#### What is required:
Write out all the data verbatim. Skip images.

Given records START

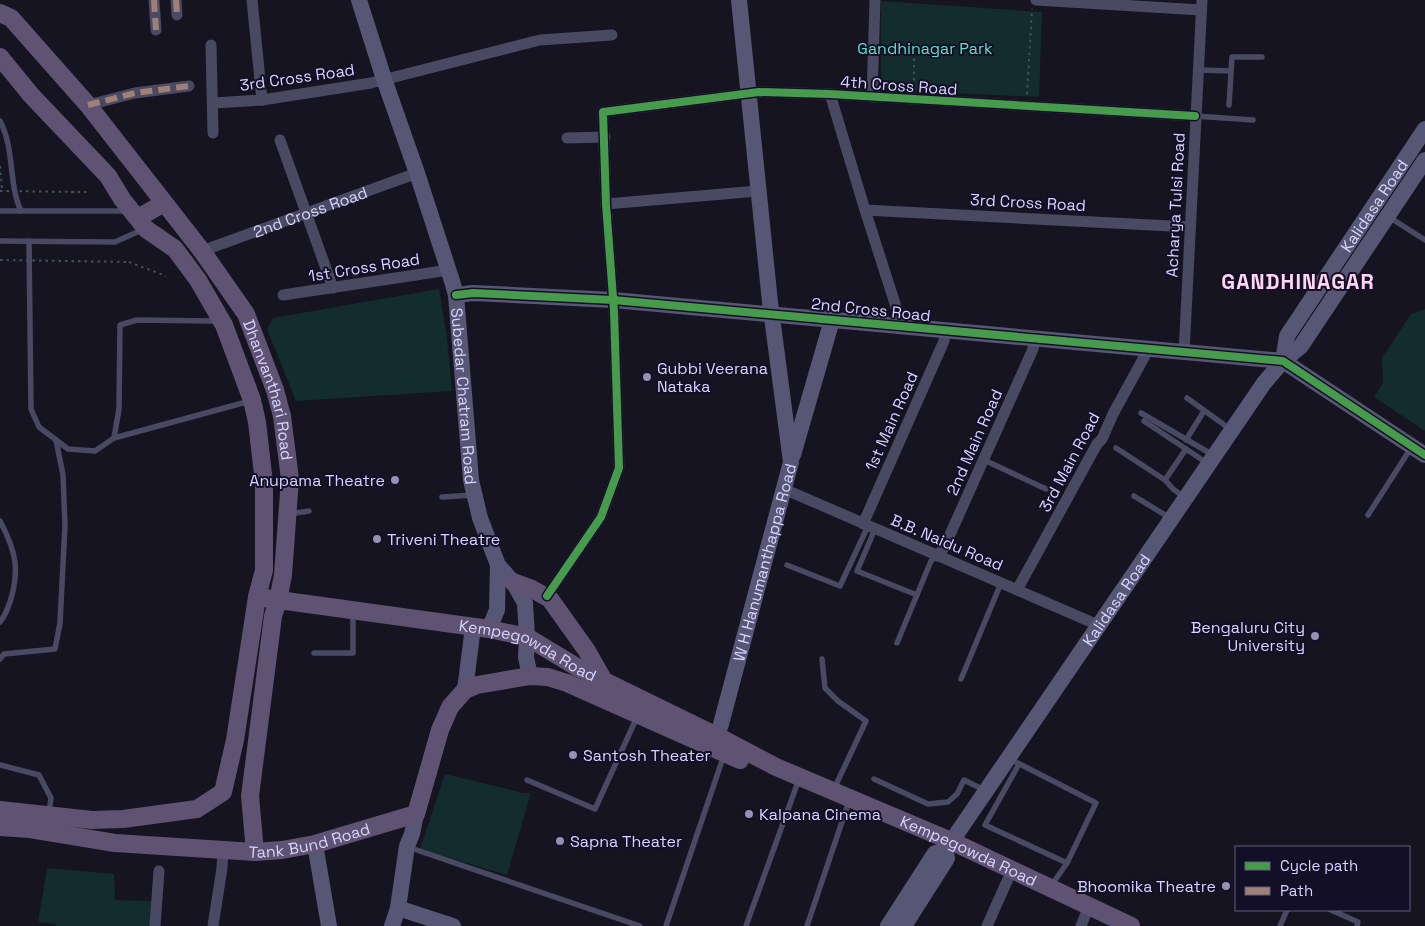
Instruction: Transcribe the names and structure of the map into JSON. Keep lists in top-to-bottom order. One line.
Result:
{"streets":{"main road":["Dhanvanthari Road","Kempegowda Road","Tank Bund Road"],"street":["3rd Cross Road","4th Cross Road","Acharya Tulsi Road","Kalidasa Road","2nd Cross Road","1st Cross Road","Subedar Chatram Road","1st Main Road","2nd Main Road","3rd Main Road","B.B. Naidu Road","W H Hanumanthappa Road"]},"crossings":[["3rd Cross Road","Acharya Tulsi Road"],["3rd Cross Road","Subedar Chatram Road"],["4th Cross Road","Acharya Tulsi Road"],["4th Cross Road","W H Hanumanthappa Road"],["Acharya Tulsi Road","2nd Cross Road"],["Kalidasa Road","2nd Cross Road"],["Kalidasa Road","B.B. Naidu Road"],["Kalidasa Road","Kempegowda Road"],["2nd Cross Road","Dhanvanthari Road"],["2nd Cross Road","Subedar Chatram Road"],["2nd Cross Road","1st Main Road"],["2nd Cross Road","2nd Main Road"],["2nd Cross Road","3rd Main Road"],["2nd Cross Road","W H Hanumanthappa Road"],["1st Cross Road","Subedar Chatram Road"],["Dhanvanthari Road","Kempegowda Road"],["Dhanvanthari Road","Tank Bund Road"],["Subedar Chatram Road","Kempegowda Road"],["1st Main Road","B.B. Naidu Road"],["2nd Main Road","B.B. Naidu Road"],["3rd Main Road","B.B. Naidu Road"],["B.B. Naidu Road","W H Hanumanthappa Road"],["W H Hanumanthappa Road","Kempegowda Road"]],"districts":["GANDHINAGAR"],"parks":["Gandhinagar Park"],"places":["Gubbi Veerana Nataka","Anupama Theatre","Triveni Theatre","Bengaluru City University","Santosh Theater","Kalpana Cinema","Sapna Theater","Bhoomika Theatre"],"legend":["Cycle path","Path"]}
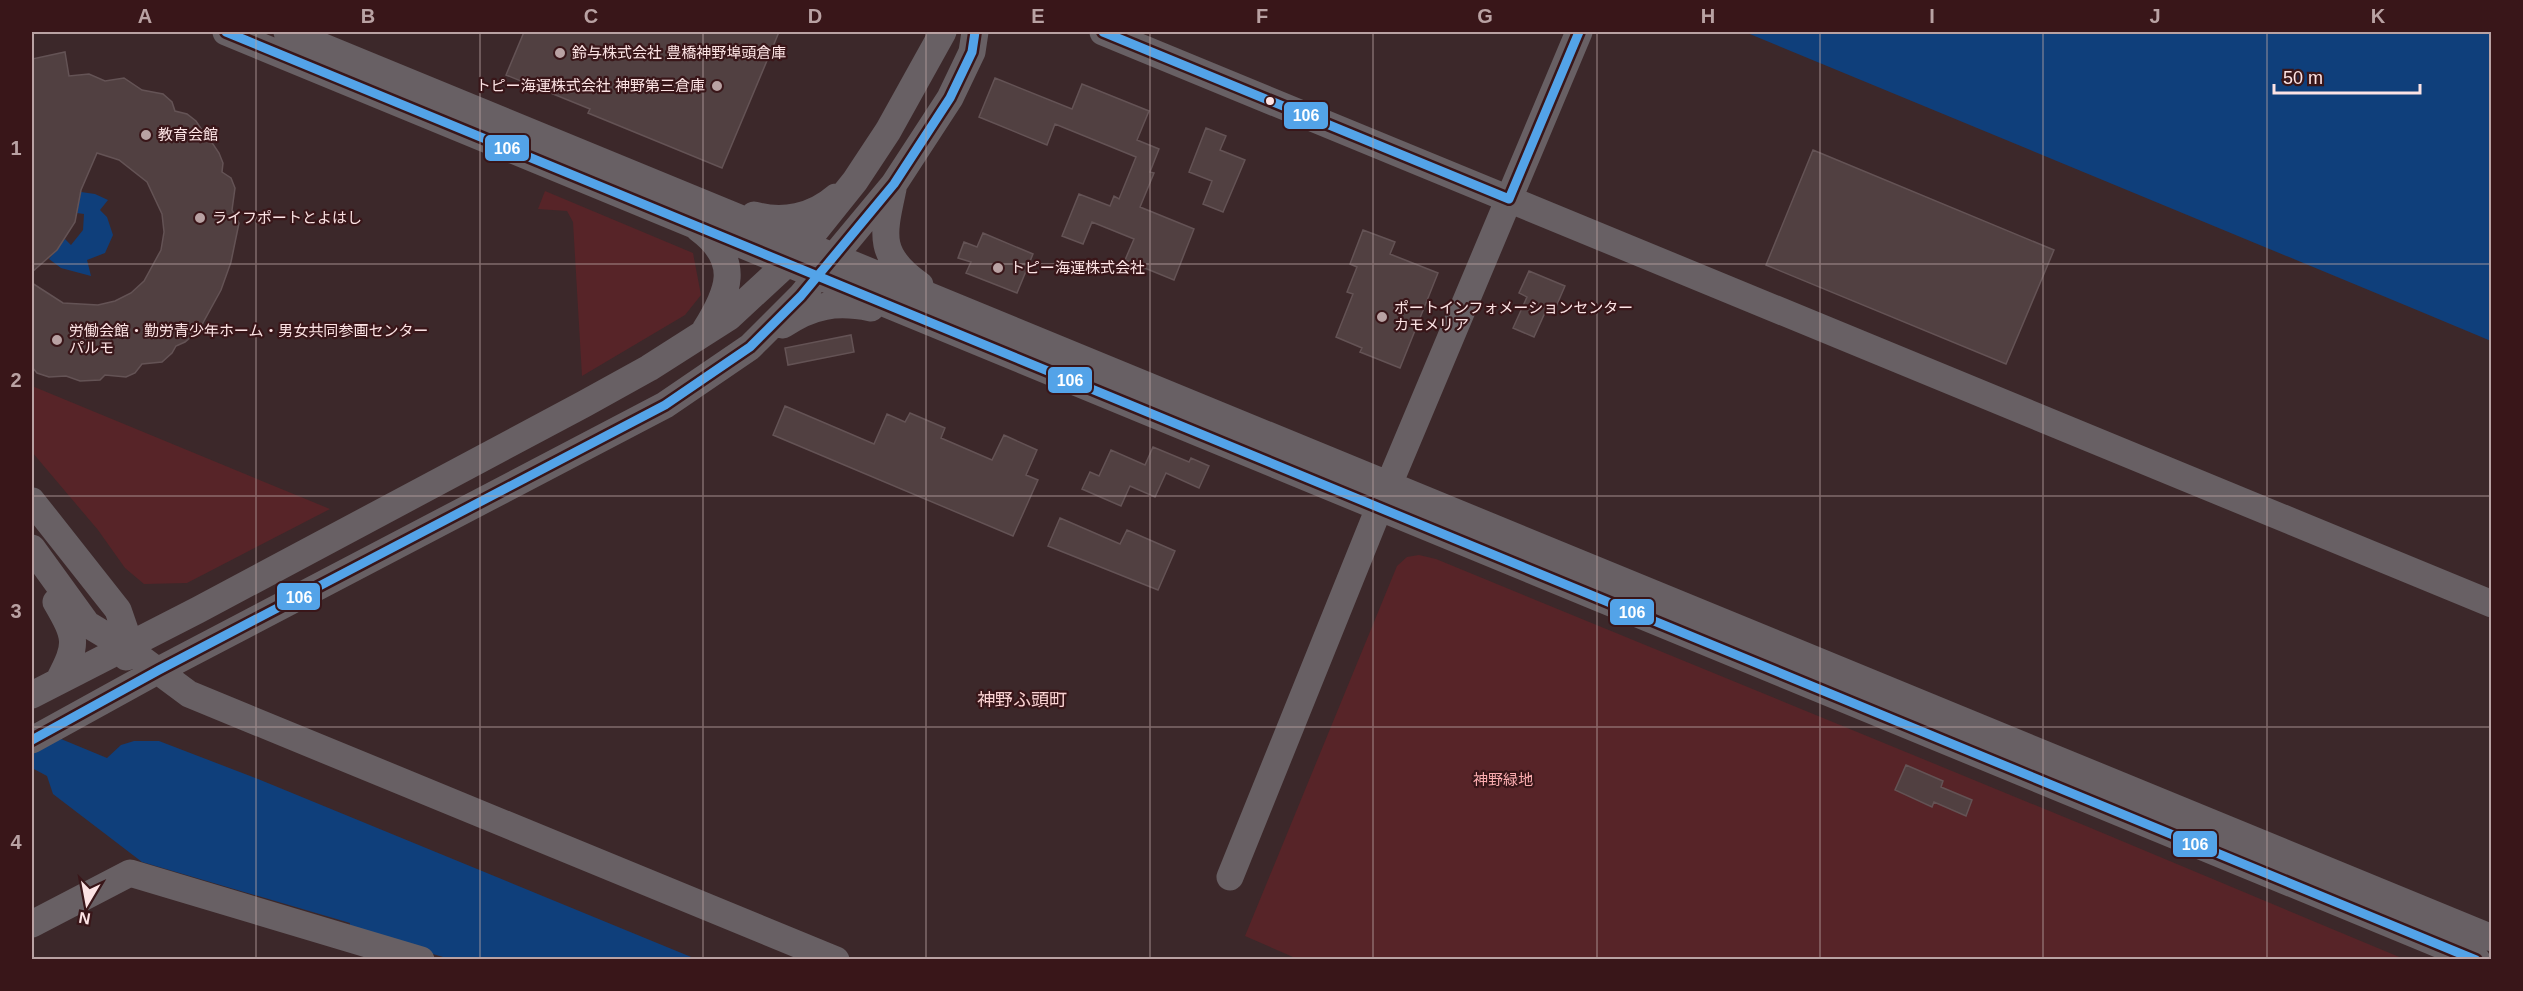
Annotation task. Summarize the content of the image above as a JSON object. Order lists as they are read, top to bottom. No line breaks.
{"districts":["神野ふ頭町"],"parks":["神野緑地"],"places":["鈴与株式会社 豊橋神野埠頭倉庫","トピー海運株式会社 神野第三倉庫","教育会館","ライフポートとよはし","トピー海運株式会社","ポートインフォメーションセンター カモメリア","労働会館・勤労青少年ホーム・男女共同参画センター パルモ"],"lines":["transit line 106"],"scale_bar":"50 m","north":"bottom","grid":{"columns":["A","B","C","D","E","F","G","H","I","J","K"],"rows":["1","2","3","4"]}}
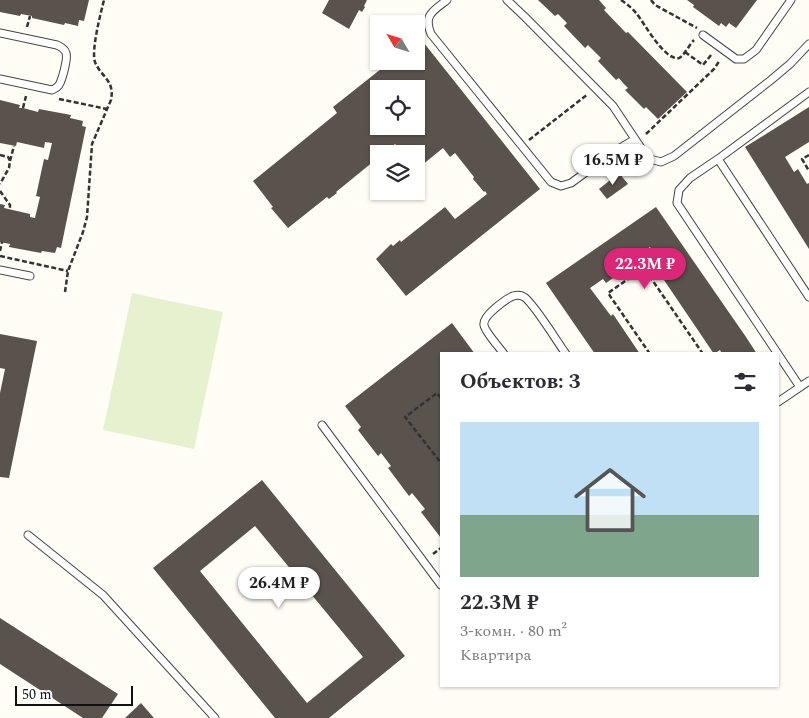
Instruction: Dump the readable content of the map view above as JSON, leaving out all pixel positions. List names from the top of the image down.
{
  "scale_bar": "50 m",
  "north": "top left",
  "page": {
    "price": ["16.5M ₽", "22.3M ₽", "26.4M ₽"],
    "heading": "Объектов: 3",
    "list": [
      {
        "name": "22.3M ₽",
        "note": "3-комн. · 80 m² · Квартира"
      }
    ],
    "scale": "50 m"
  }
}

Given records END

#### Written response:
Instruction: Transcribe the names and structure of the map into JSON. Keep lists in top-to-bottom order. One line.
Result:
{"streets":{"main road":["Dhanvanthari Road","Kempegowda Road","Tank Bund Road"],"street":["3rd Cross Road","4th Cross Road","Acharya Tulsi Road","Kalidasa Road","2nd Cross Road","1st Cross Road","Subedar Chatram Road","1st Main Road","2nd Main Road","3rd Main Road","B.B. Naidu Road","W H Hanumanthappa Road"]},"crossings":[["3rd Cross Road","Acharya Tulsi Road"],["3rd Cross Road","Subedar Chatram Road"],["4th Cross Road","Acharya Tulsi Road"],["4th Cross Road","W H Hanumanthappa Road"],["Acharya Tulsi Road","2nd Cross Road"],["Kalidasa Road","2nd Cross Road"],["Kalidasa Road","B.B. Naidu Road"],["Kalidasa Road","Kempegowda Road"],["2nd Cross Road","Dhanvanthari Road"],["2nd Cross Road","Subedar Chatram Road"],["2nd Cross Road","1st Main Road"],["2nd Cross Road","2nd Main Road"],["2nd Cross Road","3rd Main Road"],["2nd Cross Road","W H Hanumanthappa Road"],["1st Cross Road","Subedar Chatram Road"],["Dhanvanthari Road","Kempegowda Road"],["Dhanvanthari Road","Tank Bund Road"],["Subedar Chatram Road","Kempegowda Road"],["1st Main Road","B.B. Naidu Road"],["2nd Main Road","B.B. Naidu Road"],["3rd Main Road","B.B. Naidu Road"],["B.B. Naidu Road","W H Hanumanthappa Road"],["W H Hanumanthappa Road","Kempegowda Road"]],"districts":["GANDHINAGAR"],"parks":["Gandhinagar Park"],"places":["Gubbi Veerana Nataka","Anupama Theatre","Triveni Theatre","Bengaluru City University","Santosh Theater","Kalpana Cinema","Sapna Theater","Bhoomika Theatre"],"legend":["Cycle path","Path"]}
Annotation task. Summarize the content of the image above as a JSON object. Order lists as they are read, top to bottom. No line breaks.
{"districts":["神野ふ頭町"],"parks":["神野緑地"],"places":["鈴与株式会社 豊橋神野埠頭倉庫","トピー海運株式会社 神野第三倉庫","教育会館","ライフポートとよはし","トピー海運株式会社","ポートインフォメーションセンター カモメリア","労働会館・勤労青少年ホーム・男女共同参画センター パルモ"],"lines":["transit line 106"],"scale_bar":"50 m","north":"bottom","grid":{"columns":["A","B","C","D","E","F","G","H","I","J","K"],"rows":["1","2","3","4"]}}
Instruction: Dump the readable content of the map view above as JSON, leaving out all pixel positions. List names from the top of the image down.
{
  "scale_bar": "50 m",
  "north": "top left",
  "page": {
    "price": ["16.5M ₽", "22.3M ₽", "26.4M ₽"],
    "heading": "Объектов: 3",
    "list": [
      {
        "name": "22.3M ₽",
        "note": "3-комн. · 80 m² · Квартира"
      }
    ],
    "scale": "50 m"
  }
}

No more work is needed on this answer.